Data supplied –
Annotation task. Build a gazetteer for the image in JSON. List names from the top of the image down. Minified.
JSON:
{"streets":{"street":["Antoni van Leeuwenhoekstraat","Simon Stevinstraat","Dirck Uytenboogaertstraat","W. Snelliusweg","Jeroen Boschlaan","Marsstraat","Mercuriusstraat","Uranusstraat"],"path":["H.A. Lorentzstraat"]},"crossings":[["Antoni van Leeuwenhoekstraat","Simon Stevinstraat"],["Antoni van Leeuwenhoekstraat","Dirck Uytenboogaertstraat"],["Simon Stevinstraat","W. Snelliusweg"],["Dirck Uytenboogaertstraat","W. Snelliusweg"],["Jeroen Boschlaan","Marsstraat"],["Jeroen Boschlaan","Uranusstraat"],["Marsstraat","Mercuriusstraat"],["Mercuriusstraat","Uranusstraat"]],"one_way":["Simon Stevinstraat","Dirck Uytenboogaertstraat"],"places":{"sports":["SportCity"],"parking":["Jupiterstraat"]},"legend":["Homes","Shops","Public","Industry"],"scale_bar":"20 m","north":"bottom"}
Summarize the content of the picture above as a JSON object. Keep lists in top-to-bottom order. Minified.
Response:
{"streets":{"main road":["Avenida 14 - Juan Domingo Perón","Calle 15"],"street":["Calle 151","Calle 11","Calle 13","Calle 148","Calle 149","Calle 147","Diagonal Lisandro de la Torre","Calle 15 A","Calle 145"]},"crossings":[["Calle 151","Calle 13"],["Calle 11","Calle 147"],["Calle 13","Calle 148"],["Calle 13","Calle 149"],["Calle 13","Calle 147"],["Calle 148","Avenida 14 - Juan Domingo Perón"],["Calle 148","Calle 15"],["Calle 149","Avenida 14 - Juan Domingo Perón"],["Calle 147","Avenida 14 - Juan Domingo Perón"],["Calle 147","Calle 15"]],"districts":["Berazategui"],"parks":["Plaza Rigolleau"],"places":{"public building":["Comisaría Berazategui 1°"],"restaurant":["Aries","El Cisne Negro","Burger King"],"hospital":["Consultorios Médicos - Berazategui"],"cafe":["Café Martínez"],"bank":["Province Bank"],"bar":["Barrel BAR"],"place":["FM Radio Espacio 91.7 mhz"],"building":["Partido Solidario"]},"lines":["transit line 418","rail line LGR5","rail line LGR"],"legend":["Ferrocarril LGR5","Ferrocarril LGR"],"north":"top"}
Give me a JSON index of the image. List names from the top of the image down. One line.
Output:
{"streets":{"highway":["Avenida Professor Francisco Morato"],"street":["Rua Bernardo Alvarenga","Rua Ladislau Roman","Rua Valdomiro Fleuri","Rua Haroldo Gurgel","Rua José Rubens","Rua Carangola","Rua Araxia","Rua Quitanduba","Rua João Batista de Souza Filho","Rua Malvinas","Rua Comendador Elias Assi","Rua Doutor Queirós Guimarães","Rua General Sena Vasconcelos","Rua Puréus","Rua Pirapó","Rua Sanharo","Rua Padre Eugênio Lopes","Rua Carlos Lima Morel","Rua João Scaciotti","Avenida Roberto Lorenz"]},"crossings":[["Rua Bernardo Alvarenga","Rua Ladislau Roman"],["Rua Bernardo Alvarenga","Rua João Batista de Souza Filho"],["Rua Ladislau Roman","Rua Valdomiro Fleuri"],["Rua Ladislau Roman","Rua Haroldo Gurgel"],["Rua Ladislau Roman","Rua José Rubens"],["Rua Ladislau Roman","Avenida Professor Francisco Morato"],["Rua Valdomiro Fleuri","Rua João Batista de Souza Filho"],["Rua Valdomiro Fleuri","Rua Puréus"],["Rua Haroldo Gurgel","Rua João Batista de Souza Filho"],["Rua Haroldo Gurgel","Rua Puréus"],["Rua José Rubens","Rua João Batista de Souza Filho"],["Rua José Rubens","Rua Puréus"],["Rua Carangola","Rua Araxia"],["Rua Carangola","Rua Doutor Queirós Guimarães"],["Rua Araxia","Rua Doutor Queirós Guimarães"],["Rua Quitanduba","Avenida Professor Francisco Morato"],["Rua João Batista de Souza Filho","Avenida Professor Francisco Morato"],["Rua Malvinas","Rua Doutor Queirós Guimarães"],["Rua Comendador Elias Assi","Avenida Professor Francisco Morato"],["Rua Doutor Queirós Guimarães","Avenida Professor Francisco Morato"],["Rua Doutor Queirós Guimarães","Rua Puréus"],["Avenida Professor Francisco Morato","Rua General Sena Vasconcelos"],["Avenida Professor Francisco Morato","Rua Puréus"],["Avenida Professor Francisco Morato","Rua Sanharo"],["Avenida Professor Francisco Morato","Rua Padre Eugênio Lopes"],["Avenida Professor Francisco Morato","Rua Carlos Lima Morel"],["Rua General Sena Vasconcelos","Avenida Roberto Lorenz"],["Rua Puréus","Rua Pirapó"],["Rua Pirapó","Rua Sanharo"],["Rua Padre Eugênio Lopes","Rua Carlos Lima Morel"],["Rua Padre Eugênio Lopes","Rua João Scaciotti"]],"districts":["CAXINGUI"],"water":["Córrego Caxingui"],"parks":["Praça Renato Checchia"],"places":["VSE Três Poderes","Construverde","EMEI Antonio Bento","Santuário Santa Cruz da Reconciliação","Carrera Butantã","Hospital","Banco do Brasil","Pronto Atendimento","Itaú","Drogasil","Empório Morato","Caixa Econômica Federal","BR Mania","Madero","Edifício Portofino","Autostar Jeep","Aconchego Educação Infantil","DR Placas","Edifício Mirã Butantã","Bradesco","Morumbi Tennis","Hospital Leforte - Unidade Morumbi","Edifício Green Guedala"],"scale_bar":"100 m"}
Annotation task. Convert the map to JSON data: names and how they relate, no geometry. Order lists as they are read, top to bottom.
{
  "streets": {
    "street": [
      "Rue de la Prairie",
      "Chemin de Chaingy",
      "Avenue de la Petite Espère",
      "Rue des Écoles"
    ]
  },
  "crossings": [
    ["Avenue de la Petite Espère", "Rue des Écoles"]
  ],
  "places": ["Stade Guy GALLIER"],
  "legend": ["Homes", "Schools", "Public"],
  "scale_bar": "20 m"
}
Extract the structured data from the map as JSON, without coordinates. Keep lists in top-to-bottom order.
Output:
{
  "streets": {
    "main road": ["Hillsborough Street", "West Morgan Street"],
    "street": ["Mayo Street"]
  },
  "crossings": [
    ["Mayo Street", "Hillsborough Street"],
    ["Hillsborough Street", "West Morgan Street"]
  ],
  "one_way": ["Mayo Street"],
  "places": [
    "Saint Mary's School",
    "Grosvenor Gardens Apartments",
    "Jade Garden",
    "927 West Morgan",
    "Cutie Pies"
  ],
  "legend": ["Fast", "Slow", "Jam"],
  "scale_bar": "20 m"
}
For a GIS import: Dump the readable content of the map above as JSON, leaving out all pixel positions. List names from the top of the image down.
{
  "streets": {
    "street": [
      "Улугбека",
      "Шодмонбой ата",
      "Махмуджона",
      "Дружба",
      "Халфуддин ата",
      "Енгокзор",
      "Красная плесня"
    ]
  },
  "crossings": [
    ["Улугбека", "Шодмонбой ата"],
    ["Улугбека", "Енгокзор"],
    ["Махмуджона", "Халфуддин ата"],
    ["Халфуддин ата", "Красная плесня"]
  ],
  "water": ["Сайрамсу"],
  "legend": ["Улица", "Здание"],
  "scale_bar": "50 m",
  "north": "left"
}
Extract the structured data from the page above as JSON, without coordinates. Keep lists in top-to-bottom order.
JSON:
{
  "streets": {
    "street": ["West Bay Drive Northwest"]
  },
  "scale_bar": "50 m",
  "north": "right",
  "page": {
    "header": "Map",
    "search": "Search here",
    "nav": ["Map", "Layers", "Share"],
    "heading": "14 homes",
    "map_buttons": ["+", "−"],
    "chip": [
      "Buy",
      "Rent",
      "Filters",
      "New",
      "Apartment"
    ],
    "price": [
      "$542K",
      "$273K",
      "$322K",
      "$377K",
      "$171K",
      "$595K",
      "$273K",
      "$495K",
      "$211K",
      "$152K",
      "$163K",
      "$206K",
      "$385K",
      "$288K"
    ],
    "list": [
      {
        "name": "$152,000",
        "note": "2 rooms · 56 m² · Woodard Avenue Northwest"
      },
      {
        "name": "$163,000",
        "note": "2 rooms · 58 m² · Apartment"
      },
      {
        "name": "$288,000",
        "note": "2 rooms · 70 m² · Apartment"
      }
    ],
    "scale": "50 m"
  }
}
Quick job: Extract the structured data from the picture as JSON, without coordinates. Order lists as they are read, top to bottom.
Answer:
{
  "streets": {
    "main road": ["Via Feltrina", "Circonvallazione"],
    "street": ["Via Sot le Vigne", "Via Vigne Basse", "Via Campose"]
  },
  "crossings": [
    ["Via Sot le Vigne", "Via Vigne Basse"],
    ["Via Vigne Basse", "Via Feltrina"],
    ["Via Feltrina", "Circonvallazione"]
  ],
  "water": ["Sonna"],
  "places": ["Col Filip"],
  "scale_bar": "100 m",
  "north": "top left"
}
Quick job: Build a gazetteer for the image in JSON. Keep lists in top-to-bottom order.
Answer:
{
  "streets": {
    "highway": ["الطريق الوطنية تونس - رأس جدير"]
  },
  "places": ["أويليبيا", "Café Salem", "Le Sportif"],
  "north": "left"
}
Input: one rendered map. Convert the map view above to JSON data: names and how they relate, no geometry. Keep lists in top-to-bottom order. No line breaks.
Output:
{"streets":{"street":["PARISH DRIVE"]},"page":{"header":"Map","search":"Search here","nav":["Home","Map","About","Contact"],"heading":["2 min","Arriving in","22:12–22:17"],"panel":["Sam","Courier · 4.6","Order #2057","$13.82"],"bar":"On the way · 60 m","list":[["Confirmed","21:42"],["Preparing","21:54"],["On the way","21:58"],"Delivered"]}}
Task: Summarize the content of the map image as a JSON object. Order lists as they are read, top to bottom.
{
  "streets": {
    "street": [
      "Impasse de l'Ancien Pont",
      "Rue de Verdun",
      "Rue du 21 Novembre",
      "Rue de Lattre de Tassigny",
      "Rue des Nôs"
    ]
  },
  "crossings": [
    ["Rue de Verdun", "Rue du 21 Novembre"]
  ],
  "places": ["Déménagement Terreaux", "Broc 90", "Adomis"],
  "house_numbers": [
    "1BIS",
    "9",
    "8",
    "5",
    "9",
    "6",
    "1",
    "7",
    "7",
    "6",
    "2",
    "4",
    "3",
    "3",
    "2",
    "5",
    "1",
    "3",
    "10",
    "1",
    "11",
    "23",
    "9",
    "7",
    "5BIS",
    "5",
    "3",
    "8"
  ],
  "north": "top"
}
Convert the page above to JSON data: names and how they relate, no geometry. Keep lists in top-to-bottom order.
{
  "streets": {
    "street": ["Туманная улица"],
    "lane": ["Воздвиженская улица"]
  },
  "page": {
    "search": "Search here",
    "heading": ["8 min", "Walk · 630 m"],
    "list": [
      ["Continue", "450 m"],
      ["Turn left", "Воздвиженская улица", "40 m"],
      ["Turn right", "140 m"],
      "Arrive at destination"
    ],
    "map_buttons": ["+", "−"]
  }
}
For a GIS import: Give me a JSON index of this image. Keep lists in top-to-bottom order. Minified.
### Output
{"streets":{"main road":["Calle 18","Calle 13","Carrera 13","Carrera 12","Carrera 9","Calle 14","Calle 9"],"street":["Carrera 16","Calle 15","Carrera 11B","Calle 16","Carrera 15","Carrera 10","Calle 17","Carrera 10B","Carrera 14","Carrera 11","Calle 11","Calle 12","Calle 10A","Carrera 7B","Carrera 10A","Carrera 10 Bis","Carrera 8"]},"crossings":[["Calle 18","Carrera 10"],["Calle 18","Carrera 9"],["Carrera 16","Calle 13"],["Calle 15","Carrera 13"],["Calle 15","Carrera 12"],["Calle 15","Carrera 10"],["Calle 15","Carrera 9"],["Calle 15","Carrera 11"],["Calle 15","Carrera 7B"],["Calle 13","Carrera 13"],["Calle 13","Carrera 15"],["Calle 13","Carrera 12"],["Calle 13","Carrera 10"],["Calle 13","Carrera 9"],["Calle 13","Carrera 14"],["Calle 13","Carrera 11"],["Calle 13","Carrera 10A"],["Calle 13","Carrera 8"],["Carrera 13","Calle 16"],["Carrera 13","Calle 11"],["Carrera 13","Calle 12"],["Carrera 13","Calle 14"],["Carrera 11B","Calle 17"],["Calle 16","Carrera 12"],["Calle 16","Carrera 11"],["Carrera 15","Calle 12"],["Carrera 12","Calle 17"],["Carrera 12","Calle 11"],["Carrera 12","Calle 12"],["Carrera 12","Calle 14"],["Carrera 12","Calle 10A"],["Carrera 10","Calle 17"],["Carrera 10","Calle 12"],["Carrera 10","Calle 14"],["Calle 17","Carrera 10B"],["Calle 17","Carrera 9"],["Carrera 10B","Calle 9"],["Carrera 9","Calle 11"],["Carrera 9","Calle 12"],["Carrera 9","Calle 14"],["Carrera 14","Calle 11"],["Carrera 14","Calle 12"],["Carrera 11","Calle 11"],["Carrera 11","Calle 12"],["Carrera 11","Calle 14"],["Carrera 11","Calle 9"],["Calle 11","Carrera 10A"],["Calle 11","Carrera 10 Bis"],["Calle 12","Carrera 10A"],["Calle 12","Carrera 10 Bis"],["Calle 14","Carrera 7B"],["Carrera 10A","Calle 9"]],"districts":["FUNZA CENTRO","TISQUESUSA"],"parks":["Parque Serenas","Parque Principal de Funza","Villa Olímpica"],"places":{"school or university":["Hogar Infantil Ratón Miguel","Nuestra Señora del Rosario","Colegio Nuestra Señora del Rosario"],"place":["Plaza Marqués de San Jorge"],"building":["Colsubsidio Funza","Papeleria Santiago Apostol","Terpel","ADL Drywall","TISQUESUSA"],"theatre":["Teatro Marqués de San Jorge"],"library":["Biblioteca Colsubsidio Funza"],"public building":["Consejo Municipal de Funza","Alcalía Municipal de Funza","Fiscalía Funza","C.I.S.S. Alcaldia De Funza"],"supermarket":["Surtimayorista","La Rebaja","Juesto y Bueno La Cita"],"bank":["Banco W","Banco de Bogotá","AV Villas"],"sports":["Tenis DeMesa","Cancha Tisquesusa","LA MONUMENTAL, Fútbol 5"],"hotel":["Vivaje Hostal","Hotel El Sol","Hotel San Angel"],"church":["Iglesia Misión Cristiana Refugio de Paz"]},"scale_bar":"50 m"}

Task prompt – Take the lines from the first line of the listing up to and including the line with "Give me a JSON index of the" and give them again exactly.

Written answer –
Annotation task. Build a gazetteer for the image in JSON. List names from the top of the image down. Minified.
JSON:
{"streets":{"street":["Antoni van Leeuwenhoekstraat","Simon Stevinstraat","Dirck Uytenboogaertstraat","W. Snelliusweg","Jeroen Boschlaan","Marsstraat","Mercuriusstraat","Uranusstraat"],"path":["H.A. Lorentzstraat"]},"crossings":[["Antoni van Leeuwenhoekstraat","Simon Stevinstraat"],["Antoni van Leeuwenhoekstraat","Dirck Uytenboogaertstraat"],["Simon Stevinstraat","W. Snelliusweg"],["Dirck Uytenboogaertstraat","W. Snelliusweg"],["Jeroen Boschlaan","Marsstraat"],["Jeroen Boschlaan","Uranusstraat"],["Marsstraat","Mercuriusstraat"],["Mercuriusstraat","Uranusstraat"]],"one_way":["Simon Stevinstraat","Dirck Uytenboogaertstraat"],"places":{"sports":["SportCity"],"parking":["Jupiterstraat"]},"legend":["Homes","Shops","Public","Industry"],"scale_bar":"20 m","north":"bottom"}
Summarize the content of the picture above as a JSON object. Keep lists in top-to-bottom order. Minified.
Response:
{"streets":{"main road":["Avenida 14 - Juan Domingo Perón","Calle 15"],"street":["Calle 151","Calle 11","Calle 13","Calle 148","Calle 149","Calle 147","Diagonal Lisandro de la Torre","Calle 15 A","Calle 145"]},"crossings":[["Calle 151","Calle 13"],["Calle 11","Calle 147"],["Calle 13","Calle 148"],["Calle 13","Calle 149"],["Calle 13","Calle 147"],["Calle 148","Avenida 14 - Juan Domingo Perón"],["Calle 148","Calle 15"],["Calle 149","Avenida 14 - Juan Domingo Perón"],["Calle 147","Avenida 14 - Juan Domingo Perón"],["Calle 147","Calle 15"]],"districts":["Berazategui"],"parks":["Plaza Rigolleau"],"places":{"public building":["Comisaría Berazategui 1°"],"restaurant":["Aries","El Cisne Negro","Burger King"],"hospital":["Consultorios Médicos - Berazategui"],"cafe":["Café Martínez"],"bank":["Province Bank"],"bar":["Barrel BAR"],"place":["FM Radio Espacio 91.7 mhz"],"building":["Partido Solidario"]},"lines":["transit line 418","rail line LGR5","rail line LGR"],"legend":["Ferrocarril LGR5","Ferrocarril LGR"],"north":"top"}
Give me a JSON index of the image. List names from the top of the image down. One line.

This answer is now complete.